* How to complete this task:
An exact copy of every record is the required answer.

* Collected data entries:
---

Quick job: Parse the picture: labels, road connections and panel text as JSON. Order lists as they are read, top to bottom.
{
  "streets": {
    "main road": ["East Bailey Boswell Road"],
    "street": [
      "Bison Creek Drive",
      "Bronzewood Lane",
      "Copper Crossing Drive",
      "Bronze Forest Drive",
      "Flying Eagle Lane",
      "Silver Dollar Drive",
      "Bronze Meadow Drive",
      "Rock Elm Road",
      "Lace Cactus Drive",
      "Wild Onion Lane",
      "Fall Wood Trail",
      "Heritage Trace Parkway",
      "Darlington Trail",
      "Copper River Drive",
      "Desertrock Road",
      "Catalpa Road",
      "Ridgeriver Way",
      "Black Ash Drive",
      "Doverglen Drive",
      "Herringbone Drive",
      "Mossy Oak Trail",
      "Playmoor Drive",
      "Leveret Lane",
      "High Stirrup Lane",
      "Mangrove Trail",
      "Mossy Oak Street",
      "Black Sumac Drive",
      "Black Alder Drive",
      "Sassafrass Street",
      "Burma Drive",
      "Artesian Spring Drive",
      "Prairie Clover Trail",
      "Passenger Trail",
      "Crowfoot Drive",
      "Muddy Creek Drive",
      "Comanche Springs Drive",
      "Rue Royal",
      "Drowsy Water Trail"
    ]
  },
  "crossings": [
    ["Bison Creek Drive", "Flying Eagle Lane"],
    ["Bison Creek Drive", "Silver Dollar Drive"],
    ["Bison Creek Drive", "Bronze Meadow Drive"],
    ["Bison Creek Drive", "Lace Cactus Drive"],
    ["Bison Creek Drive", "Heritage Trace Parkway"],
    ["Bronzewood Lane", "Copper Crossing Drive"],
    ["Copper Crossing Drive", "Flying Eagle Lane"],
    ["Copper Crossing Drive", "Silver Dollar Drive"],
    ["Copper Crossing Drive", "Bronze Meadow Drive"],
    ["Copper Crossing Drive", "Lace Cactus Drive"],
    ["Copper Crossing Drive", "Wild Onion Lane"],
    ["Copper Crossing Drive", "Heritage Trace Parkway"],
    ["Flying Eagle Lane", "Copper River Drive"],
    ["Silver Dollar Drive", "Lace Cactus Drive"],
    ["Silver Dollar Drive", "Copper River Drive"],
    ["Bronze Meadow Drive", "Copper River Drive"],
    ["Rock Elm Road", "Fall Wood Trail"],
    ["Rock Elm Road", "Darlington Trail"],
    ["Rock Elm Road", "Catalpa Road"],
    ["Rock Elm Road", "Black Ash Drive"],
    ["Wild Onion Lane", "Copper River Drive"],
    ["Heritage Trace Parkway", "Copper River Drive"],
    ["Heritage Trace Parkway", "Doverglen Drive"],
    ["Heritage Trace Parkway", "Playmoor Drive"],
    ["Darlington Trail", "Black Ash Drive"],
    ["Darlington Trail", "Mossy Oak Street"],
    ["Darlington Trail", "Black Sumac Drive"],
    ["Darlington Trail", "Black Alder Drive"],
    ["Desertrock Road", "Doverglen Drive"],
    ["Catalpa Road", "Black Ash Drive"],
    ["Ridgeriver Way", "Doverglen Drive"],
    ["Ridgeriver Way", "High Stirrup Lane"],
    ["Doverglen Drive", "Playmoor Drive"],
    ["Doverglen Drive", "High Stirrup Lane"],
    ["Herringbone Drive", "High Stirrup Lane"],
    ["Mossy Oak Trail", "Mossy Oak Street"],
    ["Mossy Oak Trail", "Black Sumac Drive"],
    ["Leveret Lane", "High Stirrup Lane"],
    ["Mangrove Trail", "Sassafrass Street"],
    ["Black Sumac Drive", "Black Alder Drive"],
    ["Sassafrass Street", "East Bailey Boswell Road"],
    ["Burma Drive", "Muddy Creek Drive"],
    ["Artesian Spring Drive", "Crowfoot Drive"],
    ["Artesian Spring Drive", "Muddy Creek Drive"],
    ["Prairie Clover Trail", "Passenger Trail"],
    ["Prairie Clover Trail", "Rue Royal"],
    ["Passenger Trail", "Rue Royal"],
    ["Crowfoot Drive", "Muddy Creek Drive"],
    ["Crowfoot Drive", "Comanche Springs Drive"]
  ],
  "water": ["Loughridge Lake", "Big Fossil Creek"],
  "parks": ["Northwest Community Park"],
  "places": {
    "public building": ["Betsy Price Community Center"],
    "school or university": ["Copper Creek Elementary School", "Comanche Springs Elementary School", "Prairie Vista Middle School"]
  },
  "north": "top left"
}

---

* Your response:
Quick job: Parse the picture: labels, road connections and panel text as JSON. Order lists as they are read, top to bottom.
{
  "streets": {
    "main road": ["East Bailey Boswell Road"],
    "street": [
      "Bison Creek Drive",
      "Bronzewood Lane",
      "Copper Crossing Drive",
      "Bronze Forest Drive",
      "Flying Eagle Lane",
      "Silver Dollar Drive",
      "Bronze Meadow Drive",
      "Rock Elm Road",
      "Lace Cactus Drive",
      "Wild Onion Lane",
      "Fall Wood Trail",
      "Heritage Trace Parkway",
      "Darlington Trail",
      "Copper River Drive",
      "Desertrock Road",
      "Catalpa Road",
      "Ridgeriver Way",
      "Black Ash Drive",
      "Doverglen Drive",
      "Herringbone Drive",
      "Mossy Oak Trail",
      "Playmoor Drive",
      "Leveret Lane",
      "High Stirrup Lane",
      "Mangrove Trail",
      "Mossy Oak Street",
      "Black Sumac Drive",
      "Black Alder Drive",
      "Sassafrass Street",
      "Burma Drive",
      "Artesian Spring Drive",
      "Prairie Clover Trail",
      "Passenger Trail",
      "Crowfoot Drive",
      "Muddy Creek Drive",
      "Comanche Springs Drive",
      "Rue Royal",
      "Drowsy Water Trail"
    ]
  },
  "crossings": [
    ["Bison Creek Drive", "Flying Eagle Lane"],
    ["Bison Creek Drive", "Silver Dollar Drive"],
    ["Bison Creek Drive", "Bronze Meadow Drive"],
    ["Bison Creek Drive", "Lace Cactus Drive"],
    ["Bison Creek Drive", "Heritage Trace Parkway"],
    ["Bronzewood Lane", "Copper Crossing Drive"],
    ["Copper Crossing Drive", "Flying Eagle Lane"],
    ["Copper Crossing Drive", "Silver Dollar Drive"],
    ["Copper Crossing Drive", "Bronze Meadow Drive"],
    ["Copper Crossing Drive", "Lace Cactus Drive"],
    ["Copper Crossing Drive", "Wild Onion Lane"],
    ["Copper Crossing Drive", "Heritage Trace Parkway"],
    ["Flying Eagle Lane", "Copper River Drive"],
    ["Silver Dollar Drive", "Lace Cactus Drive"],
    ["Silver Dollar Drive", "Copper River Drive"],
    ["Bronze Meadow Drive", "Copper River Drive"],
    ["Rock Elm Road", "Fall Wood Trail"],
    ["Rock Elm Road", "Darlington Trail"],
    ["Rock Elm Road", "Catalpa Road"],
    ["Rock Elm Road", "Black Ash Drive"],
    ["Wild Onion Lane", "Copper River Drive"],
    ["Heritage Trace Parkway", "Copper River Drive"],
    ["Heritage Trace Parkway", "Doverglen Drive"],
    ["Heritage Trace Parkway", "Playmoor Drive"],
    ["Darlington Trail", "Black Ash Drive"],
    ["Darlington Trail", "Mossy Oak Street"],
    ["Darlington Trail", "Black Sumac Drive"],
    ["Darlington Trail", "Black Alder Drive"],
    ["Desertrock Road", "Doverglen Drive"],
    ["Catalpa Road", "Black Ash Drive"],
    ["Ridgeriver Way", "Doverglen Drive"],
    ["Ridgeriver Way", "High Stirrup Lane"],
    ["Doverglen Drive", "Playmoor Drive"],
    ["Doverglen Drive", "High Stirrup Lane"],
    ["Herringbone Drive", "High Stirrup Lane"],
    ["Mossy Oak Trail", "Mossy Oak Street"],
    ["Mossy Oak Trail", "Black Sumac Drive"],
    ["Leveret Lane", "High Stirrup Lane"],
    ["Mangrove Trail", "Sassafrass Street"],
    ["Black Sumac Drive", "Black Alder Drive"],
    ["Sassafrass Street", "East Bailey Boswell Road"],
    ["Burma Drive", "Muddy Creek Drive"],
    ["Artesian Spring Drive", "Crowfoot Drive"],
    ["Artesian Spring Drive", "Muddy Creek Drive"],
    ["Prairie Clover Trail", "Passenger Trail"],
    ["Prairie Clover Trail", "Rue Royal"],
    ["Passenger Trail", "Rue Royal"],
    ["Crowfoot Drive", "Muddy Creek Drive"],
    ["Crowfoot Drive", "Comanche Springs Drive"]
  ],
  "water": ["Loughridge Lake", "Big Fossil Creek"],
  "parks": ["Northwest Community Park"],
  "places": {
    "public building": ["Betsy Price Community Center"],
    "school or university": ["Copper Creek Elementary School", "Comanche Springs Elementary School", "Prairie Vista Middle School"]
  },
  "north": "top left"
}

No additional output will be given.